Você já deve ter visto o filme Limitless (Sem Limites) onde Bradley Cooper interpreta Eddie Morra, um escritor que descobre uma uma nova droga, a NZT-48. A droga aumenta sua inteligência e melhora sua concentração, o cérebro passa a ser usado em 100%, todos os sentidos tornam-se aguçados e uma nova visão sobre os problemas de sua vida começam a surgir…  Uau, mas será que essa droga existe?

É mentira tchu tchu, é mentira!

O NZT tal qual é no filme ou na série não, ela é uma droga nootrópica sintética criada unicamente para o contexto da série. O termo acima é usado para a classe decompostos que em tese aumentam o desempenho cognitivo no ser humano, as substâncias podem ser sintéticas ou naturais, ou seja, existem outros nootrópicos.

 James Kakalios, professor de física da Universidade de Minnesota, afirmou que é possível que a ciência médica possa melhorar a inteligência, mas que a neuroquímica não evoluiu o suficiente para que seja possível. Também é mentira que usamos apenas 20% do cérebro como é citado no filme, a lenda urbana que o humano usa apenas uma pequena porcentagem do cérebro já foi desmentido.

Droga dos poderes sobrenaturais. Só que não.

A crença popular diz que: se todo o cérebro fosse utilizado, nós teriamos habilidades sobrenaturais, isso porque a porção inativa do cérebro esconde funções psicocinéticas e psíquicas em geral além de a possibilidade de percepção extra-sensorial.  A lenda começou com um escritor em 1936 que pegou o estudo de 1980 dos psicólogos Harvard William James Hall e Boris Sidis e “adivinhou” essa porcentagem.

A moda de drogas do vale do silício e o efeito rebote

Os nootrópicos como Adderall viraram a moda no Vale do Silício, tanto quanto a Ritalina virou nos pré-vestibulares do Brasil.
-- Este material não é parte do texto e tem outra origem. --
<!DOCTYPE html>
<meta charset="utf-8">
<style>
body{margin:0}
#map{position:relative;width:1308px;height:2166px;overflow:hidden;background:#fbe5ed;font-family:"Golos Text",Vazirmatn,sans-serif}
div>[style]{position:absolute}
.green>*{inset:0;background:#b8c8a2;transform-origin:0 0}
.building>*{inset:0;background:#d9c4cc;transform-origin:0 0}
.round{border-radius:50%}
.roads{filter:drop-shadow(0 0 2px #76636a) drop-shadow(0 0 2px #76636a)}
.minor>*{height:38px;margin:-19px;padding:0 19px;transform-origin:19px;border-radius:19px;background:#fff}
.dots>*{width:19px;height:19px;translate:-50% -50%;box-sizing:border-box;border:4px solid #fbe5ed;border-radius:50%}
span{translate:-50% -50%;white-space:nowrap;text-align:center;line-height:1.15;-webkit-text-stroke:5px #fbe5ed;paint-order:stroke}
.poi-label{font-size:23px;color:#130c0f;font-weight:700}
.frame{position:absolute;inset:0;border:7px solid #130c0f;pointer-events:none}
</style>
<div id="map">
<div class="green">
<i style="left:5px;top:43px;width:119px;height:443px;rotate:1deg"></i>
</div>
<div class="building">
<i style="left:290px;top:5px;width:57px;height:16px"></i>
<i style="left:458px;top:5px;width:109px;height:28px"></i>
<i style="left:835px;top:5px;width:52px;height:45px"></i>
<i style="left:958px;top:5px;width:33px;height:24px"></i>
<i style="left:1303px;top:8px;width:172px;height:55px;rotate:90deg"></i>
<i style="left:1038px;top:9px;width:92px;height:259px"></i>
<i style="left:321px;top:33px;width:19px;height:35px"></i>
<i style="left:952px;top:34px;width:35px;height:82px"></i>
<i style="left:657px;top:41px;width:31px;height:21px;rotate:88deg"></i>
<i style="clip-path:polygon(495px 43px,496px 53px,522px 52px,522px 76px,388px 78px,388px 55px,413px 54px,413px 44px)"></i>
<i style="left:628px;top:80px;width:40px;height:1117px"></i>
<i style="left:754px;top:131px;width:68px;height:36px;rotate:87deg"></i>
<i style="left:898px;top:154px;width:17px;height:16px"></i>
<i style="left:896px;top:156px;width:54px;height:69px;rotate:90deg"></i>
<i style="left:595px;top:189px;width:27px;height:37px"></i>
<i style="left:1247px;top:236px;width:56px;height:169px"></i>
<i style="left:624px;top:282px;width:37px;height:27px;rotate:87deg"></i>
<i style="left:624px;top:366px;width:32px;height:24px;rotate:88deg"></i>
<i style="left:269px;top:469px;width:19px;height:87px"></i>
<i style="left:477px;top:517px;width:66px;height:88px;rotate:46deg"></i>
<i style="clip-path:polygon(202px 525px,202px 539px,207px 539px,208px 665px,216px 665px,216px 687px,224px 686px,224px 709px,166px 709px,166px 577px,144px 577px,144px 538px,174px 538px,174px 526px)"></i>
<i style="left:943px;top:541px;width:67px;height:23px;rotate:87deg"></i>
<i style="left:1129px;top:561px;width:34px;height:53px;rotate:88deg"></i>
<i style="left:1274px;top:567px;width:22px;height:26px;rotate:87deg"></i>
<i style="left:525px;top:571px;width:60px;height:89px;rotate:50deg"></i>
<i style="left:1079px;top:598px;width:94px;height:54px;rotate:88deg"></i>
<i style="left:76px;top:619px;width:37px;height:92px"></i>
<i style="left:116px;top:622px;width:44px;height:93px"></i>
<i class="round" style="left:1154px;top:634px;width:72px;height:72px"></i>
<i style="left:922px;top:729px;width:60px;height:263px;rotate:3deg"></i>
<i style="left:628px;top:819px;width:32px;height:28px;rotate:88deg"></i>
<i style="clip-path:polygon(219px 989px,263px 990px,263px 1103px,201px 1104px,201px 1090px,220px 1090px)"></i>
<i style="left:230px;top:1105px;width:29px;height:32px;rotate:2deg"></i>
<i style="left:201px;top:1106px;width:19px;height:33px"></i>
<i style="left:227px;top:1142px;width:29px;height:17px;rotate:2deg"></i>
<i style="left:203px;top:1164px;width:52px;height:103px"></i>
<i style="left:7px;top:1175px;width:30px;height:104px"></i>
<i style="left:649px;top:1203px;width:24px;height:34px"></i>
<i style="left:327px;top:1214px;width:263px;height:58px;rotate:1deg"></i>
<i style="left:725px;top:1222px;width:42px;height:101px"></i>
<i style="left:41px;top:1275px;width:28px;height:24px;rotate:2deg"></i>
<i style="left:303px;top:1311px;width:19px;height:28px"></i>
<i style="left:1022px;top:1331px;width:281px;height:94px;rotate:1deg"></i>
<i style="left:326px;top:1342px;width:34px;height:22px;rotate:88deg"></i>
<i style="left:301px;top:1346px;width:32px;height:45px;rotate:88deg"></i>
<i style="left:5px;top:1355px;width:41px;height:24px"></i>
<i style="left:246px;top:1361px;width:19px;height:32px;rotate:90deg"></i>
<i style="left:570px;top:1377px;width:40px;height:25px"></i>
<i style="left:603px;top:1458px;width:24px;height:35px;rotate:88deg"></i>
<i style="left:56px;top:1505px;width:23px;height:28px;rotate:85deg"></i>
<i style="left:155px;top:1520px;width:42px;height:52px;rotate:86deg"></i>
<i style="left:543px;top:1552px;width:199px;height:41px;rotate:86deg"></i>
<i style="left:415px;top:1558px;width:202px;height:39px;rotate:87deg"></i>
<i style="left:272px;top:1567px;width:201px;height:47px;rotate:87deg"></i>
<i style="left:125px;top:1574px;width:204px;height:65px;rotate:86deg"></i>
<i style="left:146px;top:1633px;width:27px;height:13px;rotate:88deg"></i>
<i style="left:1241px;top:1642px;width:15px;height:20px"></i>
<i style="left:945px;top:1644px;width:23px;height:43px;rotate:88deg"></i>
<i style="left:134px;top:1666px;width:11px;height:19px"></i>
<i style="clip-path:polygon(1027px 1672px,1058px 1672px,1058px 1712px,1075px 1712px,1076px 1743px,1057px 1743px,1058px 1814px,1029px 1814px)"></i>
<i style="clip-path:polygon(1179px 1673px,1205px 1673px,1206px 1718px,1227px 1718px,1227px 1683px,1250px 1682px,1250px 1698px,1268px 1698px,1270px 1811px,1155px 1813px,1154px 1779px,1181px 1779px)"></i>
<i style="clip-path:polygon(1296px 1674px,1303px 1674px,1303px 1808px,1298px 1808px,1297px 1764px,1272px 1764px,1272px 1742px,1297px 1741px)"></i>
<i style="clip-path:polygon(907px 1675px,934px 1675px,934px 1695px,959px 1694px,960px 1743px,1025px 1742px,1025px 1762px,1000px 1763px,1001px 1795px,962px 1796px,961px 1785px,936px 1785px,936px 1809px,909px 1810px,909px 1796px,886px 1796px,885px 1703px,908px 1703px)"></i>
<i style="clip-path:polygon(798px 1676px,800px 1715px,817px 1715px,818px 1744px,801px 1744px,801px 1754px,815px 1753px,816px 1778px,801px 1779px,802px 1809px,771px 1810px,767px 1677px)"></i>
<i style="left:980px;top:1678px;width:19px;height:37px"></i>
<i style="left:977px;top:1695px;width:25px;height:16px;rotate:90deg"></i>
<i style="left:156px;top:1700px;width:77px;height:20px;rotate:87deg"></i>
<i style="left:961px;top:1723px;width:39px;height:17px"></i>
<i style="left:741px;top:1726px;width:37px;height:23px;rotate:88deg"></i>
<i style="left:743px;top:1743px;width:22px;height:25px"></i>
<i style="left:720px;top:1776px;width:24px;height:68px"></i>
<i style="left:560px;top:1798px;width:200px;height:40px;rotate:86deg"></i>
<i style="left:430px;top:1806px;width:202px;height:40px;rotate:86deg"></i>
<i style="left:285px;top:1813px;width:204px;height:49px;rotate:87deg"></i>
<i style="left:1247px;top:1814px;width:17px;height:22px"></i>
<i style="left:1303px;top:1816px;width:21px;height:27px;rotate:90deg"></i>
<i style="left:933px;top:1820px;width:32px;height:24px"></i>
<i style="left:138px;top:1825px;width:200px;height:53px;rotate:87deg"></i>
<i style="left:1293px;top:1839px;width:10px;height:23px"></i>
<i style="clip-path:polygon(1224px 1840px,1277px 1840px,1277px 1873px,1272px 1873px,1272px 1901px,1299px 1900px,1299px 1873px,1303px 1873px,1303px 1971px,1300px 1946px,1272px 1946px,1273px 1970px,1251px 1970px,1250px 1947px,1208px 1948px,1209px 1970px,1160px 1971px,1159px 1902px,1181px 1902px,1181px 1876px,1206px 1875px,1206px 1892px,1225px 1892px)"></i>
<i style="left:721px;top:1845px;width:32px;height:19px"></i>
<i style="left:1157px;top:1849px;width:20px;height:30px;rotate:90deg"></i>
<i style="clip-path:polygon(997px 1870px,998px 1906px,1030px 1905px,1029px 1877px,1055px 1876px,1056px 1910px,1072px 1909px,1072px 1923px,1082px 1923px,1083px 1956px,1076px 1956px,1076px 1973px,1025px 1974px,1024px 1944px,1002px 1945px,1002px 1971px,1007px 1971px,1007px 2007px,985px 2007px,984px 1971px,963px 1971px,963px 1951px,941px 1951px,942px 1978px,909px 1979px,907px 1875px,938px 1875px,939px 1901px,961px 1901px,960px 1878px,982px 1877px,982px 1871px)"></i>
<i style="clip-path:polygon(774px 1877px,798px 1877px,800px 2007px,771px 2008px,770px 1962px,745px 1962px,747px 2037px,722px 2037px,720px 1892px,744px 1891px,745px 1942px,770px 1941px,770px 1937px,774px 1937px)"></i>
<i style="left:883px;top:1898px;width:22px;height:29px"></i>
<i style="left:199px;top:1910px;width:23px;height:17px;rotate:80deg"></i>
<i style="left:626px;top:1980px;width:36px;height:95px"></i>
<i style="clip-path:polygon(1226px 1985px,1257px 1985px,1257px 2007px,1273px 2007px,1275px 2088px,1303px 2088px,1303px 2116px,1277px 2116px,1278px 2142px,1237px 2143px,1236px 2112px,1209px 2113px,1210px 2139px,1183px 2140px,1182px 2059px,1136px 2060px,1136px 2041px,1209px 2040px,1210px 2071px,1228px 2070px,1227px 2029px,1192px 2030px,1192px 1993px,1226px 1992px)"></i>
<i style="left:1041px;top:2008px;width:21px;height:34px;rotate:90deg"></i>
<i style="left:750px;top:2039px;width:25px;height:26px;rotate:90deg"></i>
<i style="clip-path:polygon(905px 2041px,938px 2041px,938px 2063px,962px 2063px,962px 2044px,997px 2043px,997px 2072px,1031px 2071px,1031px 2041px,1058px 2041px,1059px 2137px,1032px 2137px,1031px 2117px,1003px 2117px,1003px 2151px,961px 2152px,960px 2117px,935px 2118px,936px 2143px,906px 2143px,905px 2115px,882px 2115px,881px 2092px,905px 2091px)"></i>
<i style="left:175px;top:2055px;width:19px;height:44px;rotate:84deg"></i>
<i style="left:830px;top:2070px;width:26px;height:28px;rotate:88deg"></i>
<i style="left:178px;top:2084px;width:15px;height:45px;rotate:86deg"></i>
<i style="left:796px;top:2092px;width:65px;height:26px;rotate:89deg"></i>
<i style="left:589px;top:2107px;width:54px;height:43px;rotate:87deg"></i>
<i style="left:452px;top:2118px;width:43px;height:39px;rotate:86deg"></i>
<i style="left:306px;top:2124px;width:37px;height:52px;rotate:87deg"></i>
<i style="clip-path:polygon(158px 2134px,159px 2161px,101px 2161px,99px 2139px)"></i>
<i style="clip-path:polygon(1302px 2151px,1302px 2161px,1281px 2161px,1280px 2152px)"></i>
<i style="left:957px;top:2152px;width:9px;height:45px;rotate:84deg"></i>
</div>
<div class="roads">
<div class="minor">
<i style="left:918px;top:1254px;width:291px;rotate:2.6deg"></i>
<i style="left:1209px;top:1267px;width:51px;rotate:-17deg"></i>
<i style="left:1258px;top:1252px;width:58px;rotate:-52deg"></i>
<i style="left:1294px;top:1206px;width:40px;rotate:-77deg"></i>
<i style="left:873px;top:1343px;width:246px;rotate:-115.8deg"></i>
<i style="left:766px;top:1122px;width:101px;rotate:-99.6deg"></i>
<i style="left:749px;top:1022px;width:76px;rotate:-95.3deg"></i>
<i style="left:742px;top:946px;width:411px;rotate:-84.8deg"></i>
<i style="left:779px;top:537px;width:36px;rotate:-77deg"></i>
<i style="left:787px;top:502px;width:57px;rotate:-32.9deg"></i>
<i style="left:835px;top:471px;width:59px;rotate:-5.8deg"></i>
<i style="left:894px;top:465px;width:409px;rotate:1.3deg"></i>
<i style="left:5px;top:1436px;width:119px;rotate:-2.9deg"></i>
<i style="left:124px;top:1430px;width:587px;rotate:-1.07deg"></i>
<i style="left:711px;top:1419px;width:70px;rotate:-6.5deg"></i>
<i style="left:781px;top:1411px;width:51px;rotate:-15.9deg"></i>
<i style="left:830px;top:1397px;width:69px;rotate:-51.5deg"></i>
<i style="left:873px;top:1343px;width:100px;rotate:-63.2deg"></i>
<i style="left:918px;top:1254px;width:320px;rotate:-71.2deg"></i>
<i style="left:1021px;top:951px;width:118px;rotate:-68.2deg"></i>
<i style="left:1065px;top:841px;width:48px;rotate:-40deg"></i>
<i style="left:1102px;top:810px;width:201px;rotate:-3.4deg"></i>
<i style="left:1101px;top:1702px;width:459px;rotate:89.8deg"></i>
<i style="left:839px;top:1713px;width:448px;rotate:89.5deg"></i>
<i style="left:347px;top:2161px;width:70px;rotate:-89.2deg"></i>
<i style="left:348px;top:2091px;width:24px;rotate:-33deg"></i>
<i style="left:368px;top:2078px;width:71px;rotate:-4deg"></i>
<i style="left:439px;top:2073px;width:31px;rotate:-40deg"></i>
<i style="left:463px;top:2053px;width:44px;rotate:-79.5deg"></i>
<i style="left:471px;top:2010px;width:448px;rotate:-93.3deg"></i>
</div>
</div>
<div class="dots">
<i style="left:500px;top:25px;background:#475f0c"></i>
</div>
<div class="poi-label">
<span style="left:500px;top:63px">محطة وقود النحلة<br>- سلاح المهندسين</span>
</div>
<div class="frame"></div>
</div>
Ritalina é um dos medicamentos mais vendidos no mundo, criado para tratar TDAH ( é um potente remédio para transtorno de déficit de atenção e hiperatividade) mas passou a ser considerada uma pílula da inteligência para quem necessita de foco e concentração.

Mas se, você parar de tomar o remédio provavelmente você vai sofrer o efeito rebote. Uma diminuição na capacidade de assimilar as coisas e portanto um problemão. Há casos onde o usuário simplesmente cai em uma depressão difícil de ser tratada com outros medicamentos isso pode desencadear o por exemplo “pensamentos suicidas”, similar ao que acontecia com o remédio que corta o efeito da maconha…

No entanto você pode recorrer aos naturais como vitaminas, aminoácidos e compostos orgânicos que também são considerados potencializadores.

O melhor ainda é o exercício!

Lucien Thomson, professor de neurociência da Universidade do Texas em Dallas, põe em dúvida a eficácia de muitos dos nootrópicos. “Os estudos já realizados não são conclusivos”, afirmou à BBC.

“Muitos dos sistemas neurotransmissores que conhecemos e que e estão ligados à memória também participam de outros processos. Se você tomar algo para melhorar a memória, estará afetando também outras funções cerebrais, com efeitos imprevisíveis”, continuou.

Segundo ele, a melhor estratégia para melhorar as funções cognitivas é manter uma boa saúde. “Sabemos que a atividade cerebral melhora com o exercício. As pessoas levam um estilo de vida sedentário e querem resolver isso com uma pílula, o que é absurdo”, afirmou.

Thomson não nega que alguns remédios possam trazer benefícios para a memória, mas ressalta que, nos estudos já realizados, a maioria do que é vendido como nootrópico não levou a efeitos positivos.